Мне довелось поговорить этим летом с двумя выжившими узниками рижского гетто — Валентиной Фреймане (в Берлине) и Маргером Вестерманом (в Риге). Им, понятно, за девяносто, но как же они следят за собой, как прекрасно одеты, как свободно говорят на нескольких иностранных языках и, представьте, вполне работоспособны! Честно скажу: уровень культуры встречавшихся мне прежде их ровесников, уроженцев местечек, был иным. Общей была судьба…

Судьба эта чудом миновала полторы сотни выживших узников рижского гетто, об одной из которых — Элле Медалье — я хотел сегодня рассказать.

Поздней ночью 1 июля 1941 года двадцативосьмилетнюю Эллу разбудил звонок в дверь.

В тот день немцы заняли Ригу. Их встречали цветами, «хлебом-солью» и народными гуляньями в национальных костюмах.

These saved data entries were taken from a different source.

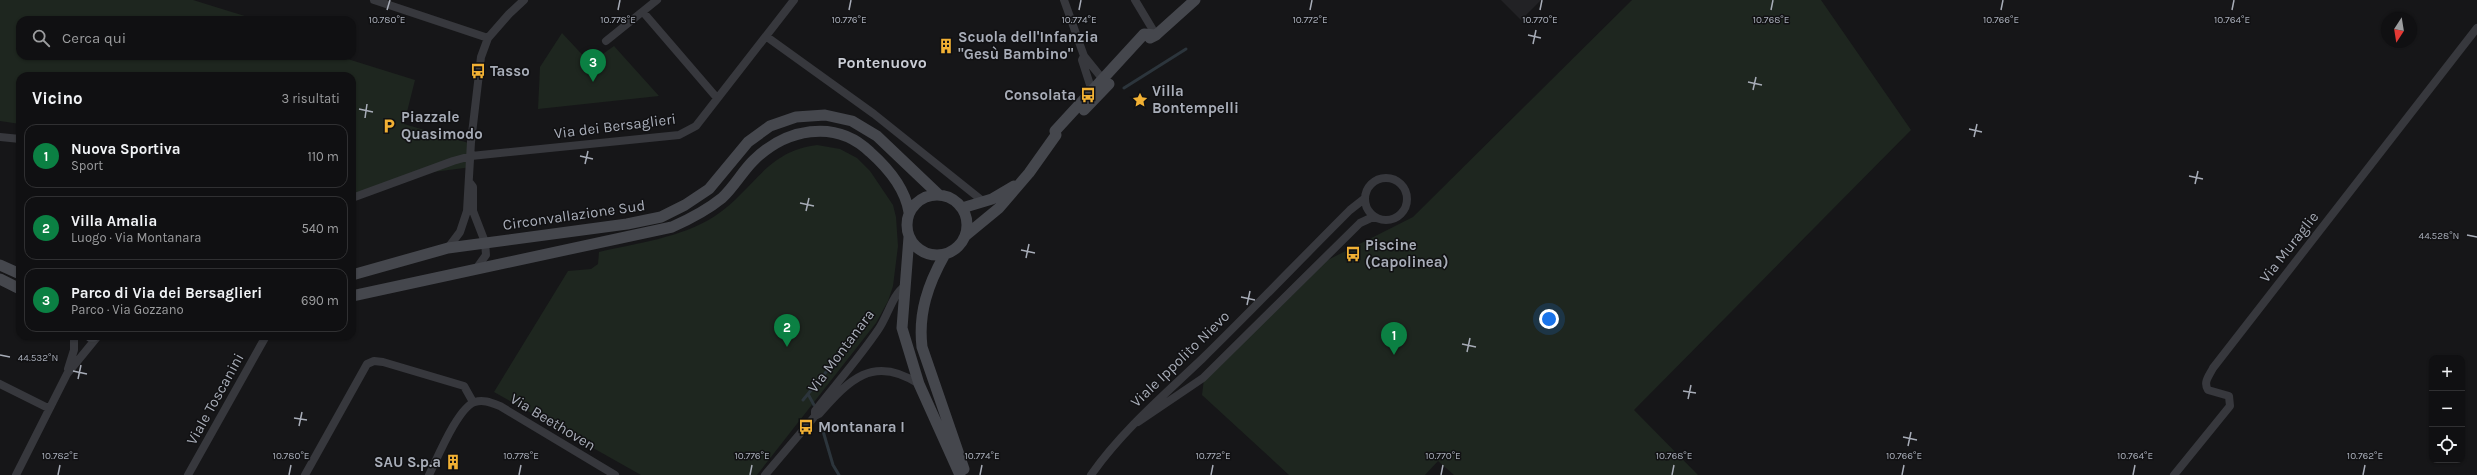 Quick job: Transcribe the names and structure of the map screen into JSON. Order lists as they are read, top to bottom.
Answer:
{
  "streets": {
    "main road": ["Circonvallazione Sud"],
    "street": [
      "Via dei Bersaglieri",
      "Via Muraglie",
      "Via Montanara",
      "Viale Ippolito Nievo",
      "Viale Toscanini",
      "Via Beethoven"
    ]
  },
  "crossings": [
    ["Circonvallazione Sud", "Via Montanara"]
  ],
  "districts": ["Pontenuovo"],
  "places": {
    "building": ["Scuola dell'Infanzia \"Gesù Bambino\"", "SAU S.p.a"],
    "bus stop": [
      "Tasso",
      "Consolata",
      "Piscine (Capolinea)",
      "Montanara I"
    ],
    "place": ["Villa Bontempelli"],
    "parking": ["Piazzale Quasimodo"]
  },
  "north": "bottom",
  "page": {
    "search": "Cerca qui",
    "pins": ["3", "2", "1"],
    "heading": ["Vicino", "3 risultati"],
    "list": [
      {
        "mark": "1",
        "name": "Nuova Sportiva",
        "note": "Sport",
        "value": "110 m"
      },
      {
        "mark": "2",
        "name": "Villa Amalia",
        "note": "Luogo · Via Montanara",
        "value": "540 m"
      },
      {
        "mark": "3",
        "name": "Parco di Via dei Bersaglieri",
        "note": "Parco · Via Gozzano",
        "value": "690 m"
      }
    ],
    "map_buttons": ["+", "−"]
  },
  "coordinates": [
    "10.764°E",
    "10.780°E",
    "10.778°E",
    "10.776°E",
    "10.774°E",
    "10.772°E",
    "10.770°E",
    "10.768°E",
    "10.766°E",
    "44.528°N",
    "44.532°N",
    "10.782°E",
    "10.762°E"
  ]
}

Элла открыла дверь. На лестничной клетке стояла группа вооруженных юнцов шестнадцати-семнадцати лет во главе с их молодым соседом, прежде всегда подчеркнуто вежливым. Они забрали мужа, якобы на работу, — больше она его не видела. Лишь после войны узнала, что Пинхаса в ту же ночь расстреляли.

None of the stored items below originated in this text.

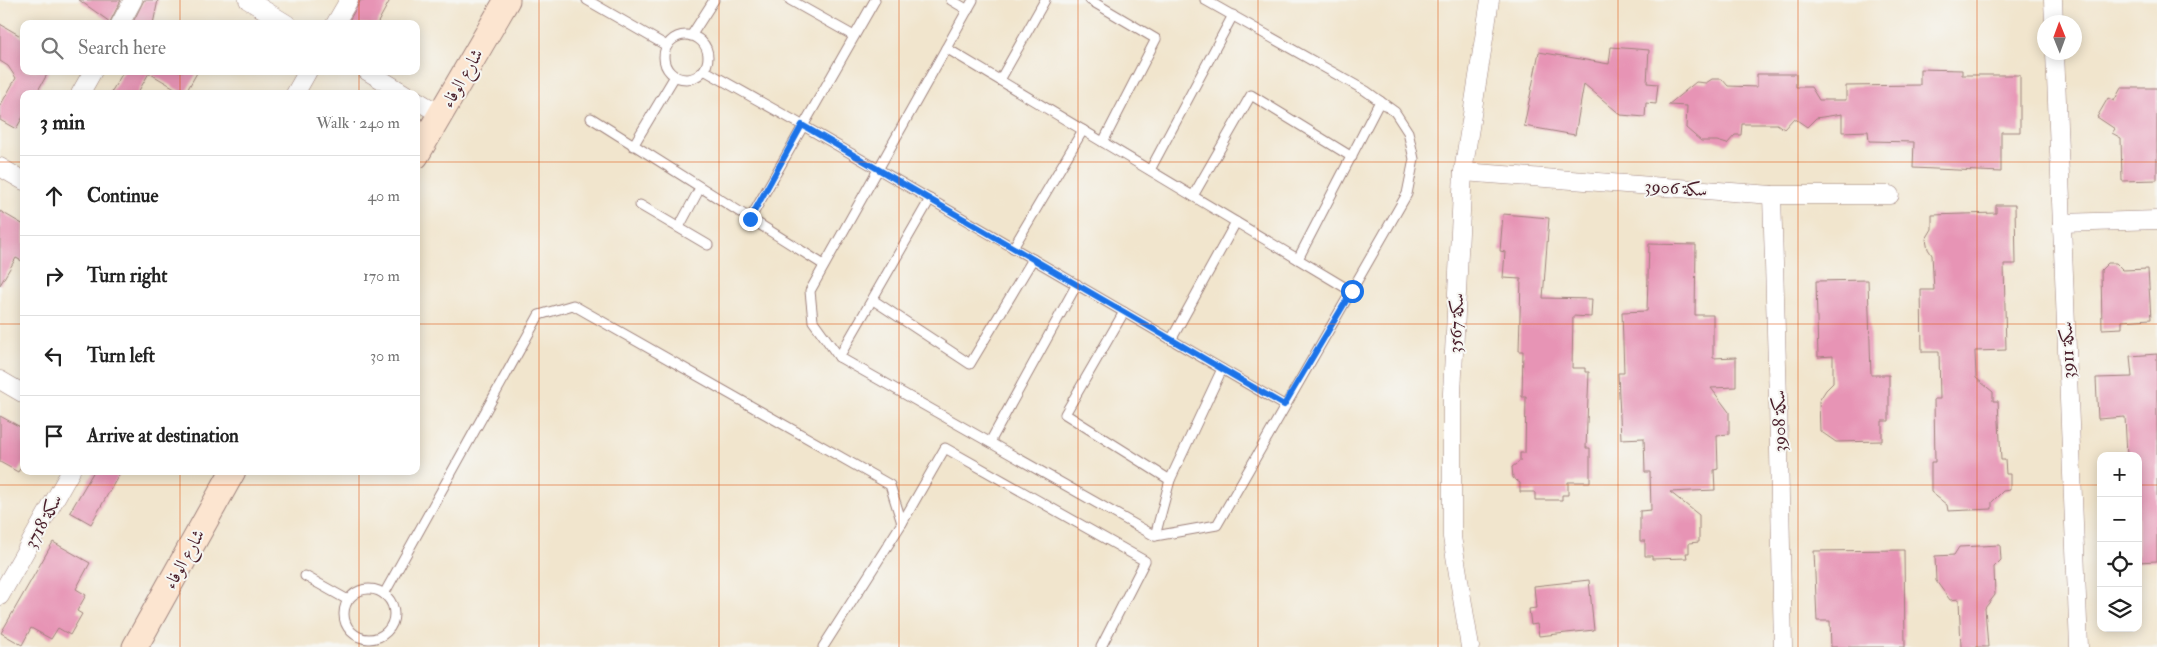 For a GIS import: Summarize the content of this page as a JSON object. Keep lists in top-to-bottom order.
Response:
{
  "streets": {
    "street": [
      "شارع الوفاء",
      "سكة 3906",
      "سكة 3567",
      "سكة 3911",
      "سكة 3908",
      "سكة 3718"
    ]
  },
  "crossings": [
    ["سكة 3906", "سكة 3567"],
    ["سكة 3906", "سكة 3908"]
  ],
  "north": "top",
  "page": {
    "search": "Search here",
    "heading": ["3 min", "Walk · 240 m"],
    "list": [
      ["Continue", "40 m"],
      ["Turn right", "170 m"],
      ["Turn left", "30 m"],
      "Arrive at destination"
    ],
    "map_buttons": ["+", "−"]
  }
}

…Этим летом в Риге я подошел к трехэтажному особняку на улице Вальдемара, ныне занимаемому каким-то банком. Во дворе этого дома Эллу разлучили с матерью, увезенной на расстрел вместе с другими стариками. Ее же в числе десяти-двенадцати молодых еврейских женщин загнали в дом и заперли в подвале.

В советский период в этом доме расположился НКВД, а до него — рижская префектура. В день захвата Риги гитлеровскими войсками здание было занято одним из отрядов «латышских партизан», которым командовал 31-летний юрист, в прошлом полицейский Виктор Арайс. Они-то, члены его команды, и занимались ночными налетами на квартиры евреев в те июльские смертные дни.

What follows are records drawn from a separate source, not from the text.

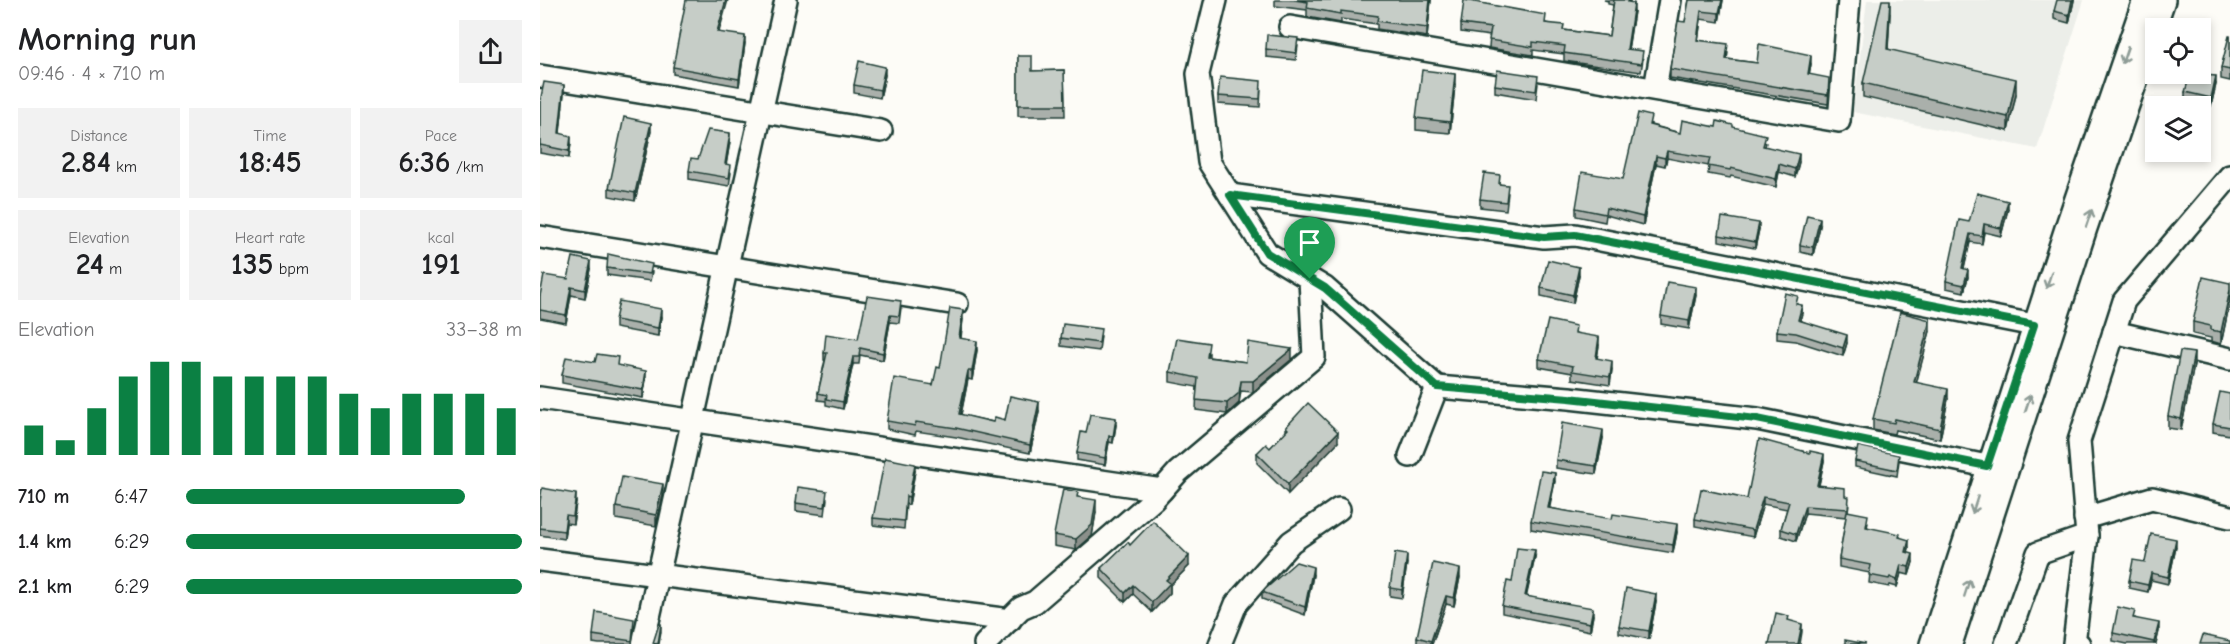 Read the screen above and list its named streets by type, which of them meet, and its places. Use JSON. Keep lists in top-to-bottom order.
{
  "page": {
    "heading": ["Morning run", "09:46 · 4 × 710 m"],
    "stats": [
      ["Distance", "2.84 km"],
      ["Time", "18:45"],
      ["Pace", "6:36 /km"],
      ["Elevation", "24 m"],
      ["Heart rate", "135 bpm"],
      ["kcal", "191"]
    ],
    "chart": ["Elevation", "33–38 m"],
    "list": [
      {
        "name": "710 m",
        "note": "6:47"
      },
      {
        "name": "1.4 km",
        "note": "6:29"
      },
      {
        "name": "2.1 km",
        "note": "6:29"
      }
    ]
  }
}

Из интервью Эллы Медалье Фонду визуальной истории «Пережившие Шоа» 20 июня 1997 года: «…Нам дали чистить картошку, а по вечерам запирали в комнату, это такой погреб был. Спали мы на… полу. …И нас охраняли. …И вот… пришел один с фонариком и стал так присматриваться к этим еврейским женщинам… позвали одну и велели… подняться и в сопровождении ее отвели на второй этаж. Потом через какое-то время она вернулась и очень плакала, ничего не рассказала. Через какое-то время пришли за второй, за третьей. И всё их водили туда, наверх… Пока мы уже не начали понимать, что там оргия. …На следующий день всех тех девушек, женщин, с которыми они там «веселились»… увезли на машинах и расстреляли. Потому что все-таки эти латыши опасались… Ну, они же не имели права с еврейками иметь какие-то там отношения».

В августе было создано гетто, под которое выделили 12 кварталов в Московском форштадте,

Вид Рижского «большого гетто». Осень 1941 года

Вид Рижского «большого гетто». Осень 1941 года

неевреев (7 тысяч человек) оттуда переселили, загнав туда в четыре раза больше людей. После месяца работы в особняке на улице Вальдемара Элла Медалье оказалась в гетто. Его жители были обязаны всегда носить шестиконечную звезду диаметром десять сантиметров, а когда шли из гетто на работу, не имели права ходить по тротуару.

Рижских евреев оставили жить, их жизнь продолжалась, пусть и в нечеловеческих условиях. Ее оборвал обергруппенфюрер СС Фридрих Еккельн. После Бабьего Яра он был переброшен Гиммлером из Киева в Ригу, для того чтобы освободить рижское гетто для размещения евреев из рейха, которых собирались депортировать в Прибалтику.

20 ноября 1941 года Еккельн направил сотрудников своего штаба подыскать место для расстрела его узников. Те с задачей справились, и вскоре на пригорке неподалеку от железнодорожной станции Румбула, в песчаном грунте, облегчавшем работу в заморозки, триста советских военнопленных под надзором немцев и местных полицаев вырыли ямы. Их общая вместимость позволяла уложить 28 тысяч трупов. «Акцию» назначили на 30 ноября.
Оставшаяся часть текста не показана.